The problem: Filter the entries for the word "minor". Copy each line that has it.

----

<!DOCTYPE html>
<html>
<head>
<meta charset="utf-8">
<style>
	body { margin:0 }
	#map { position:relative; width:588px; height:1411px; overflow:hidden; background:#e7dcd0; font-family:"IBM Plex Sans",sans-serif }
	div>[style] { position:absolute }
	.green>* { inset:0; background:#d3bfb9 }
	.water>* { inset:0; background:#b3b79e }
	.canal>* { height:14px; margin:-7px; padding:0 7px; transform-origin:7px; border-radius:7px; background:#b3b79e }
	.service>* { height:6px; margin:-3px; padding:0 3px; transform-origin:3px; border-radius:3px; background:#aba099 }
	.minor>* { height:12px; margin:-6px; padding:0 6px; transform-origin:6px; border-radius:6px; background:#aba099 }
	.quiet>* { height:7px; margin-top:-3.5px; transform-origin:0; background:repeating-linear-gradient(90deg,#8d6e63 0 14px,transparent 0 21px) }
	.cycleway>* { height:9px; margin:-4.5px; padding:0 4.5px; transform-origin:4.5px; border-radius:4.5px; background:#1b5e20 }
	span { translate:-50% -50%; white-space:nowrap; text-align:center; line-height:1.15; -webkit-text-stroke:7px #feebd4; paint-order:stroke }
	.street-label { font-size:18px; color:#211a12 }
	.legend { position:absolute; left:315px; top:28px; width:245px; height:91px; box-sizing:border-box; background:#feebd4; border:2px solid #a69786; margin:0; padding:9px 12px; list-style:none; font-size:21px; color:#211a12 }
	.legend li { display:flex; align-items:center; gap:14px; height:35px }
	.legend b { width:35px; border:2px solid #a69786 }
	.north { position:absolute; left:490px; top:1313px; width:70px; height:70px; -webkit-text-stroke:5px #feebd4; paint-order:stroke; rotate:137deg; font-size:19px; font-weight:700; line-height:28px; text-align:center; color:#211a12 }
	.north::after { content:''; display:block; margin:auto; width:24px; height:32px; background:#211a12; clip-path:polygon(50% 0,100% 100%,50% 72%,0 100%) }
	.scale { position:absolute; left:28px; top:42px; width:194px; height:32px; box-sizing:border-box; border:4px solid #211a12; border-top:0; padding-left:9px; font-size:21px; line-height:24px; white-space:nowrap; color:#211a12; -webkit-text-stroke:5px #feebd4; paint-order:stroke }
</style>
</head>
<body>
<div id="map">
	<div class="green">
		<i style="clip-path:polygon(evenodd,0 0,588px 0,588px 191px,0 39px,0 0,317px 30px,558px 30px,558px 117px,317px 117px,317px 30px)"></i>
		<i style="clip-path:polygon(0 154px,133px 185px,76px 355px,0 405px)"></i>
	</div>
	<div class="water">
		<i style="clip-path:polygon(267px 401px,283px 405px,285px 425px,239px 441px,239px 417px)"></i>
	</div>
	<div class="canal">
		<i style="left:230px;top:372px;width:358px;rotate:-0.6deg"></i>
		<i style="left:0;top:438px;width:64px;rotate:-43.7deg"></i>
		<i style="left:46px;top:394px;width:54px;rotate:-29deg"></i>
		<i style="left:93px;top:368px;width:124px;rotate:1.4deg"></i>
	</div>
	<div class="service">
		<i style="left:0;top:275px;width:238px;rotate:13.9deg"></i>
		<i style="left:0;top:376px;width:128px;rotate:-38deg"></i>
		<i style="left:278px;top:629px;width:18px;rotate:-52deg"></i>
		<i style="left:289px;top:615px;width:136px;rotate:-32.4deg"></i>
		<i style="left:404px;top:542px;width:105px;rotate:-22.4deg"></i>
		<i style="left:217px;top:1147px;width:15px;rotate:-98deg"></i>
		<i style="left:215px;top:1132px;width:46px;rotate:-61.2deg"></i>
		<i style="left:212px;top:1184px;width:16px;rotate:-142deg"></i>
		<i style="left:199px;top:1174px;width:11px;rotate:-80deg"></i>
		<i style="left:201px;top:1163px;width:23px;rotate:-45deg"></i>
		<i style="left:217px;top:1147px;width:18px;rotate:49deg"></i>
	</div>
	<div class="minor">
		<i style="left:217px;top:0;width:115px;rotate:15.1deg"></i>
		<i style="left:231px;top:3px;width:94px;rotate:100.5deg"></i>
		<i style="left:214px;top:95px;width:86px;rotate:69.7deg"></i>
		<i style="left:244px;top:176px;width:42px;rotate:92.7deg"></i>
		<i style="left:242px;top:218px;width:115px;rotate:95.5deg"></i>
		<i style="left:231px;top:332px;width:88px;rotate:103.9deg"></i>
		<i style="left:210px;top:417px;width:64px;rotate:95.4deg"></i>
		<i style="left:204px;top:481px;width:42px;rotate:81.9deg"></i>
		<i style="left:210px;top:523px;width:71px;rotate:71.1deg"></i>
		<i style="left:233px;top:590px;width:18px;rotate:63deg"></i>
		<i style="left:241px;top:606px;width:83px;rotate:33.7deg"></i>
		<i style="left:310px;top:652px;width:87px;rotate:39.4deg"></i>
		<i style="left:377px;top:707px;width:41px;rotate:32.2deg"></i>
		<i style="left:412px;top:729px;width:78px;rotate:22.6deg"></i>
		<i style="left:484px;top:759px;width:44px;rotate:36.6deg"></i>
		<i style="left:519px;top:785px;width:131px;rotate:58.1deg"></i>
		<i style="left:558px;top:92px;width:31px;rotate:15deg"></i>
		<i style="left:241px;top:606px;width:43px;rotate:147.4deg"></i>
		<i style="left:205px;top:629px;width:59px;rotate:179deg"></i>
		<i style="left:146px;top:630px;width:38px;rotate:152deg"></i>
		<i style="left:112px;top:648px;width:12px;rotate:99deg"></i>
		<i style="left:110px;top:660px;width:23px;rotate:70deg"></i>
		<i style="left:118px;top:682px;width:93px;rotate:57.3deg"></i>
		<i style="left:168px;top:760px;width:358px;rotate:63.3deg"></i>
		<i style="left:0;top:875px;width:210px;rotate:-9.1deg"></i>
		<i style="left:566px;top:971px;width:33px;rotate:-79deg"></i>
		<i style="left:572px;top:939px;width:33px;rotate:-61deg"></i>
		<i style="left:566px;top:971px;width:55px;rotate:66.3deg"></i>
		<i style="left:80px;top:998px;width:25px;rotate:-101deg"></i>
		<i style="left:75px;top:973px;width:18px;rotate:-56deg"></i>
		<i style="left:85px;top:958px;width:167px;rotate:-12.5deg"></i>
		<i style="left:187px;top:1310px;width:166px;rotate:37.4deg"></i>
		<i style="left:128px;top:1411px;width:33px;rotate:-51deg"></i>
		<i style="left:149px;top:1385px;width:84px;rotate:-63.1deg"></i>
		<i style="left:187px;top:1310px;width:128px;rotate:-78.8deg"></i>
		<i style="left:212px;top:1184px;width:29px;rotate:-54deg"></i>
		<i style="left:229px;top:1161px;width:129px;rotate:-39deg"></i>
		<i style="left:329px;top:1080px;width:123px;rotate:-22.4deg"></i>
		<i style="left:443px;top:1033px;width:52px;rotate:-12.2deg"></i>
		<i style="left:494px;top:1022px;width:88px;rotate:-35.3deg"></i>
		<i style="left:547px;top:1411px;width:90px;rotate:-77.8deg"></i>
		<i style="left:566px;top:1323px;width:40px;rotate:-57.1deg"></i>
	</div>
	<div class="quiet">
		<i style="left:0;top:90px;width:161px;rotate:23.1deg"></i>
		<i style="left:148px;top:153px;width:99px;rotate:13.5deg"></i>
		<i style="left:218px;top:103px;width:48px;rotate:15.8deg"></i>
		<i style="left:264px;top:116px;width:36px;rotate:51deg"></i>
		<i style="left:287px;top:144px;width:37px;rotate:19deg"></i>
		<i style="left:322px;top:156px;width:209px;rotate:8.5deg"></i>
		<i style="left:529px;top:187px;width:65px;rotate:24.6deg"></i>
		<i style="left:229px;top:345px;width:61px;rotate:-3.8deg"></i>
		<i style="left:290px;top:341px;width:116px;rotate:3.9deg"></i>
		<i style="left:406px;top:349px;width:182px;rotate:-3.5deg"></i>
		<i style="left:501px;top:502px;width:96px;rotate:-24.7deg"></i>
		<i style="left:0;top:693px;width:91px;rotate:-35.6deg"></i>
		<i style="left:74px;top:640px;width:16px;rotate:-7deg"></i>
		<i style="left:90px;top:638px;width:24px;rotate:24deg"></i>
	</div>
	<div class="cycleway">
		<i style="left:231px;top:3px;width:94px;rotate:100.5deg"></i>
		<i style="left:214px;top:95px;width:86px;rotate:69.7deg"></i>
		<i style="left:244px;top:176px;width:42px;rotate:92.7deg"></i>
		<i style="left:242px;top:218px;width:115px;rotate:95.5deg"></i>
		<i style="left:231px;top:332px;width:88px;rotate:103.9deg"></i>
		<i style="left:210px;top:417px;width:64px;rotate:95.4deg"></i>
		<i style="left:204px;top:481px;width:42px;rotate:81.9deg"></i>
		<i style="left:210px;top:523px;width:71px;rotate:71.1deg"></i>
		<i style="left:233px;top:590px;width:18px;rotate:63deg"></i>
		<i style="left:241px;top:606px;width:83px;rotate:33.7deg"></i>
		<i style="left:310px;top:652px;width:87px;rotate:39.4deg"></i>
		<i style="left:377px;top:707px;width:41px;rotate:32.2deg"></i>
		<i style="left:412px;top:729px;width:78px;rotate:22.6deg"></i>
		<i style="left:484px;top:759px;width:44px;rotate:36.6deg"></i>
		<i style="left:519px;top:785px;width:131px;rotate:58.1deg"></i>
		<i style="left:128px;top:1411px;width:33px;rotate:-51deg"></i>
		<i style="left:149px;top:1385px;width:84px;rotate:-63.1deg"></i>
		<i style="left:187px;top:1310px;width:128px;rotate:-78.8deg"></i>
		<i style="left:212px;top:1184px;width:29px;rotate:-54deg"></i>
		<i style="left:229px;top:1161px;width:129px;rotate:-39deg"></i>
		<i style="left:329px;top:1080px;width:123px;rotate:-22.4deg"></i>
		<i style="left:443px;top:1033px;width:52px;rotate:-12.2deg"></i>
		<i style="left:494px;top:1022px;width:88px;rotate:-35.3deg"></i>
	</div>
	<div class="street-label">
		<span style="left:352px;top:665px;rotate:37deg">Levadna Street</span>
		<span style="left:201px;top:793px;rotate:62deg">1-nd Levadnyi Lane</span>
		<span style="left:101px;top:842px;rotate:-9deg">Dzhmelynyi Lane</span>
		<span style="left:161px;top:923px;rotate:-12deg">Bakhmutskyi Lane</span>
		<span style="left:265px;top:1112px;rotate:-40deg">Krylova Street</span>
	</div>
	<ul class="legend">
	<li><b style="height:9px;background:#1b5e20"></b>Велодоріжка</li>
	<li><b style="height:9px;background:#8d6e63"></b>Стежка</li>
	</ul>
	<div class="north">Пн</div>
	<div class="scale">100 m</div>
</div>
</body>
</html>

----

Task answer:
	.minor>* { height:12px; margin:-6px; padding:0 6px; transform-origin:6px; border-radius:6px; background:#aba099 }
	<div class="minor">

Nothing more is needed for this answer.